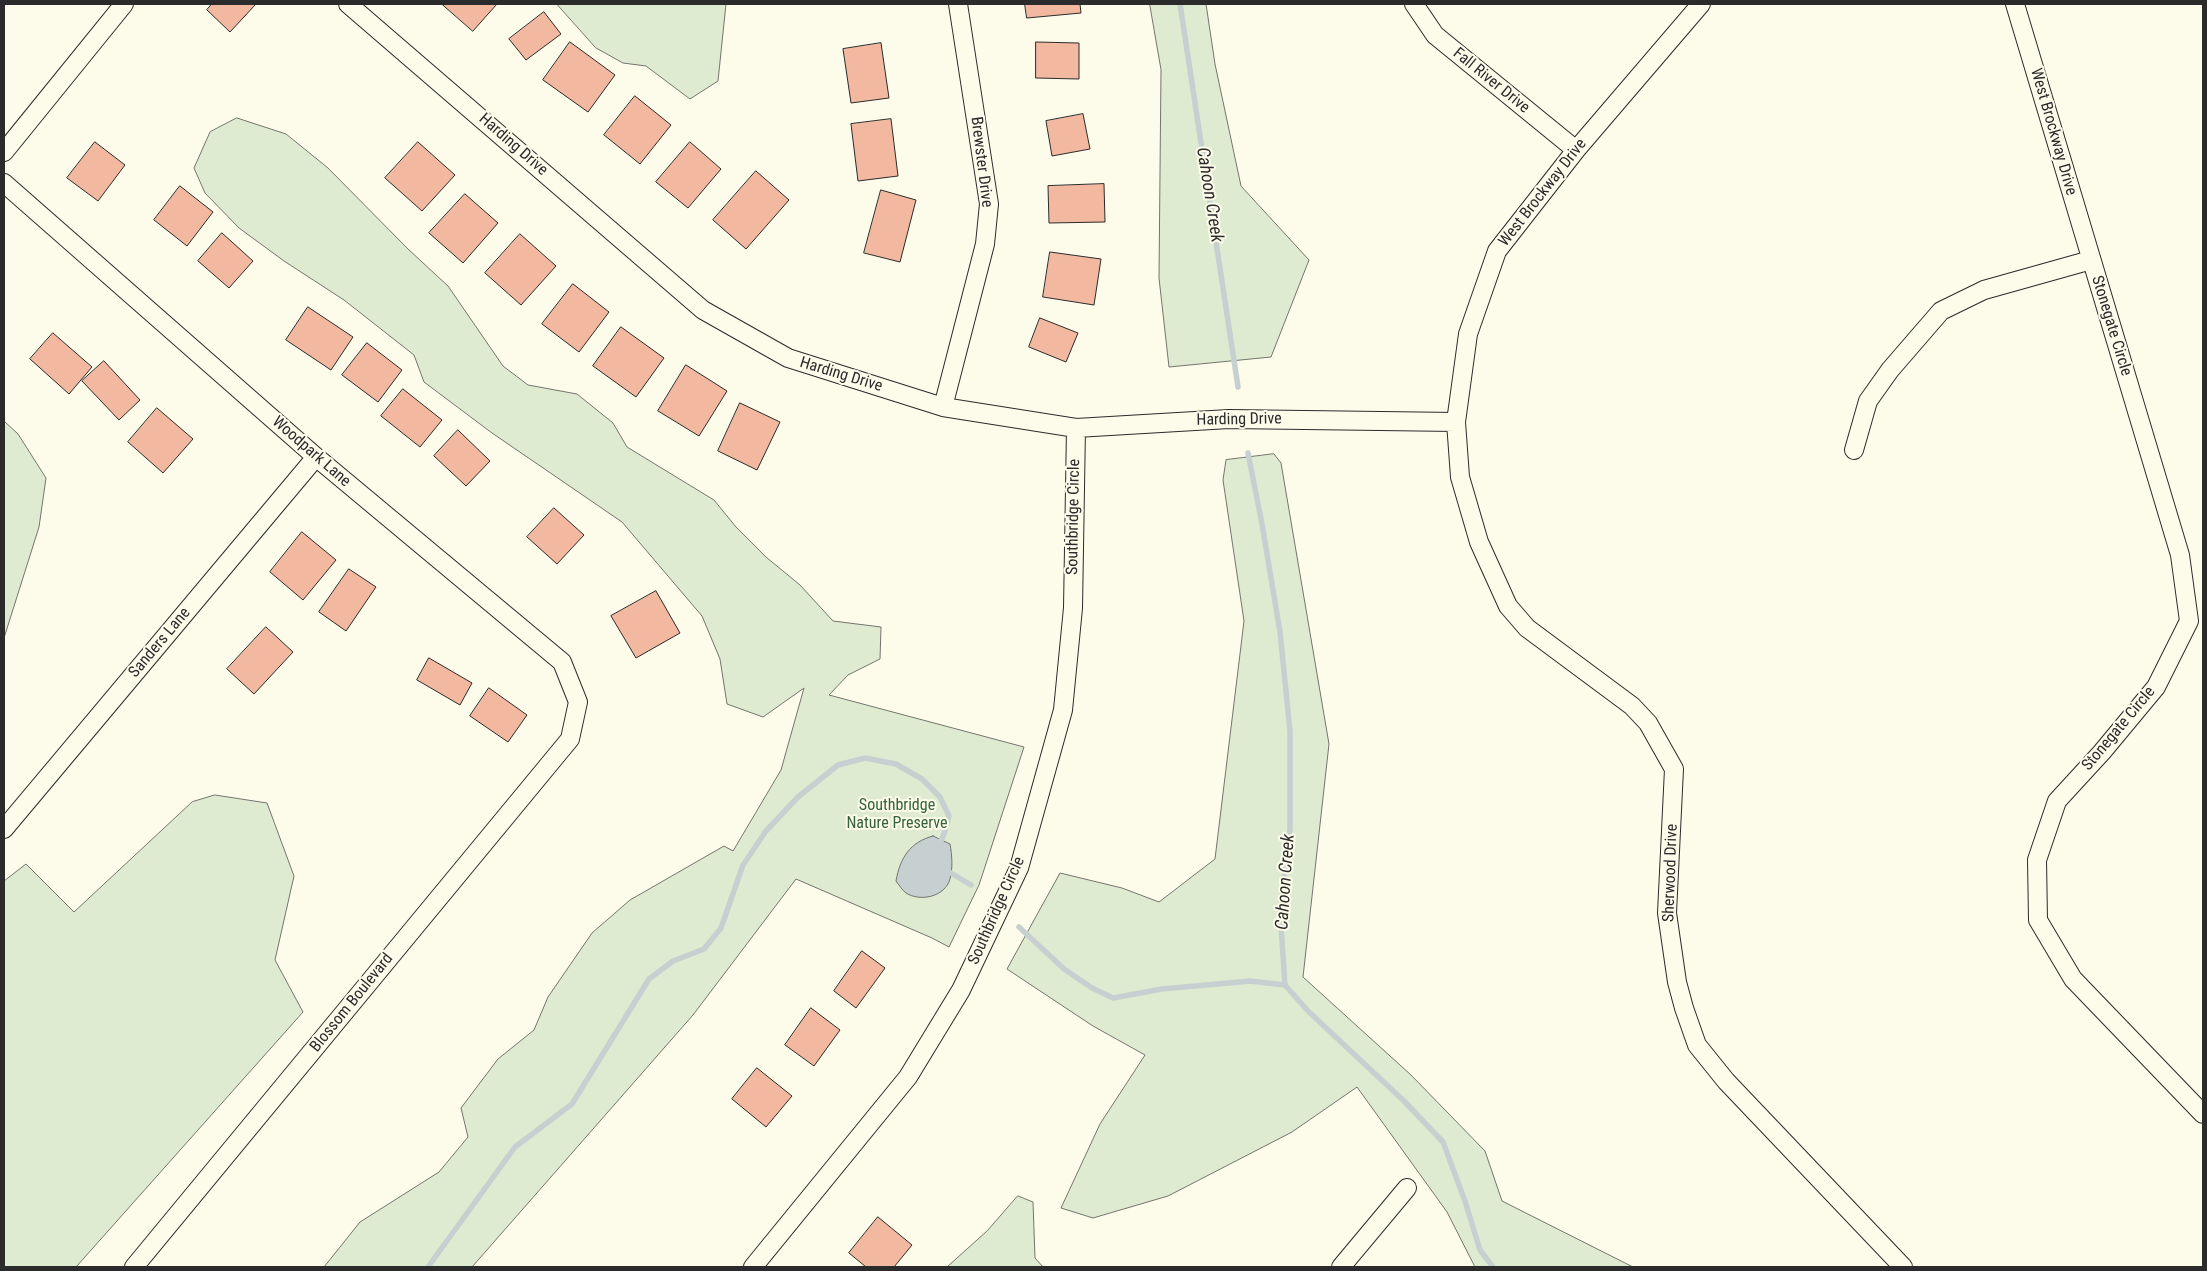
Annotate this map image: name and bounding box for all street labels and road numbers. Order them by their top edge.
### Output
street label: Fall River Drive [1449,44,1533,118]
street label: West Brockway Drive [2026,66,2080,198]
street label: Harding Drive [475,110,551,180]
street label: Brewster Drive [966,115,996,209]
street label: West Brockway Drive [1495,135,1591,251]
street label: Stonegate Circle [2087,274,2135,378]
street label: Harding Drive [797,353,885,397]
street label: Harding Drive [1196,410,1282,430]
street label: Woodpark Lane [268,413,354,491]
street label: Southbridge Circle [1063,459,1085,575]
street label: Sanders Lane [125,604,195,682]
street label: Stonegate Circle [2078,683,2160,775]
street label: Sherwood Drive [1660,823,1682,923]
street label: Southbridge Circle [965,854,1029,968]
street label: Blossom Boulevard [306,950,398,1056]

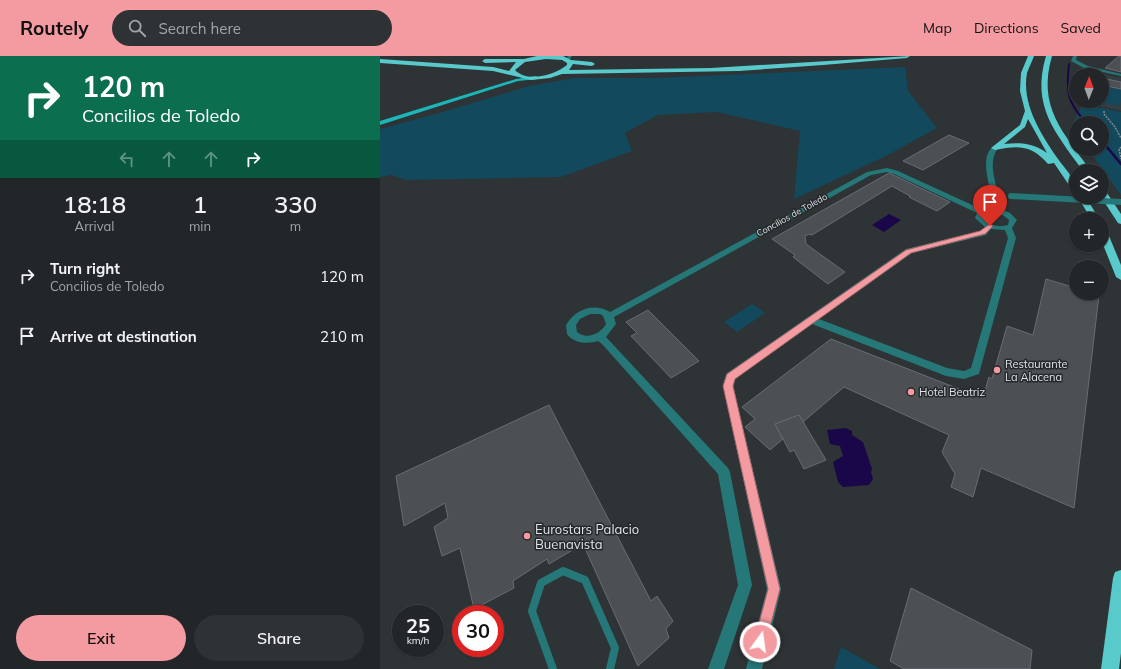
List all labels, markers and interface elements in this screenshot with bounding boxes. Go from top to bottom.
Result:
search box [112,10,392,46]
text: Routely [20,16,88,40]
icon: search [126,17,148,39]
text: Search here [158,19,241,38]
text: Map [923,19,952,37]
text: Directions [974,19,1039,37]
text: Saved [1061,19,1101,37]
north arrow [1069,68,1109,108]
map controls [1069,68,1109,300]
text: 120 m [82,69,165,104]
icon: right [16,72,68,124]
text: Concilios de Toledo [82,104,240,127]
button: search [1069,116,1109,156]
icon: left [116,148,138,170]
icon: ahead [158,148,180,170]
icon: ahead [200,148,222,170]
icon: right [242,148,264,170]
button: layers [1069,164,1109,204]
pin [973,185,1007,226]
text: 18:18 [63,189,126,219]
text: 1 [193,189,207,219]
text: 330 [274,189,317,219]
street label: Concilios de Toledo [754,191,829,239]
icon: arrive [979,191,1001,213]
button: + [1069,212,1109,252]
text: Arrival [75,218,114,234]
text: min [189,218,211,234]
text: m [290,218,301,234]
text: Turn right [50,259,120,278]
button: − [1069,260,1109,300]
icon: right [16,265,38,287]
text: 120 m [320,267,364,286]
text: Concilios de Toledo [50,278,164,294]
icon: arrive [16,325,38,347]
text: Arrive at destination [50,327,197,346]
text: 210 m [320,327,364,346]
place label: Restaurante La Alacena [1005,357,1067,384]
marker: Restaurante La Alacena [992,365,1002,375]
place label: Hotel Beatriz [919,385,985,399]
marker: Hotel Beatriz [906,387,916,397]
place label: Eurostars Palacio Buenavista [535,521,639,552]
marker: Eurostars Palacio Buenavista [522,531,532,541]
speed limit sign: 30 [452,605,504,657]
text: 25 [406,613,430,638]
button: Exit [16,615,186,661]
button: Share [194,615,364,661]
position arrow [739,621,781,663]
text: km/h [407,634,429,647]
★ ★ ★
What is required :: Copy out each line carrying the string "Lane" from the data.

Solution below ::
street label: Woodpark Lane [268,413,354,491]
street label: Sanders Lane [125,604,195,682]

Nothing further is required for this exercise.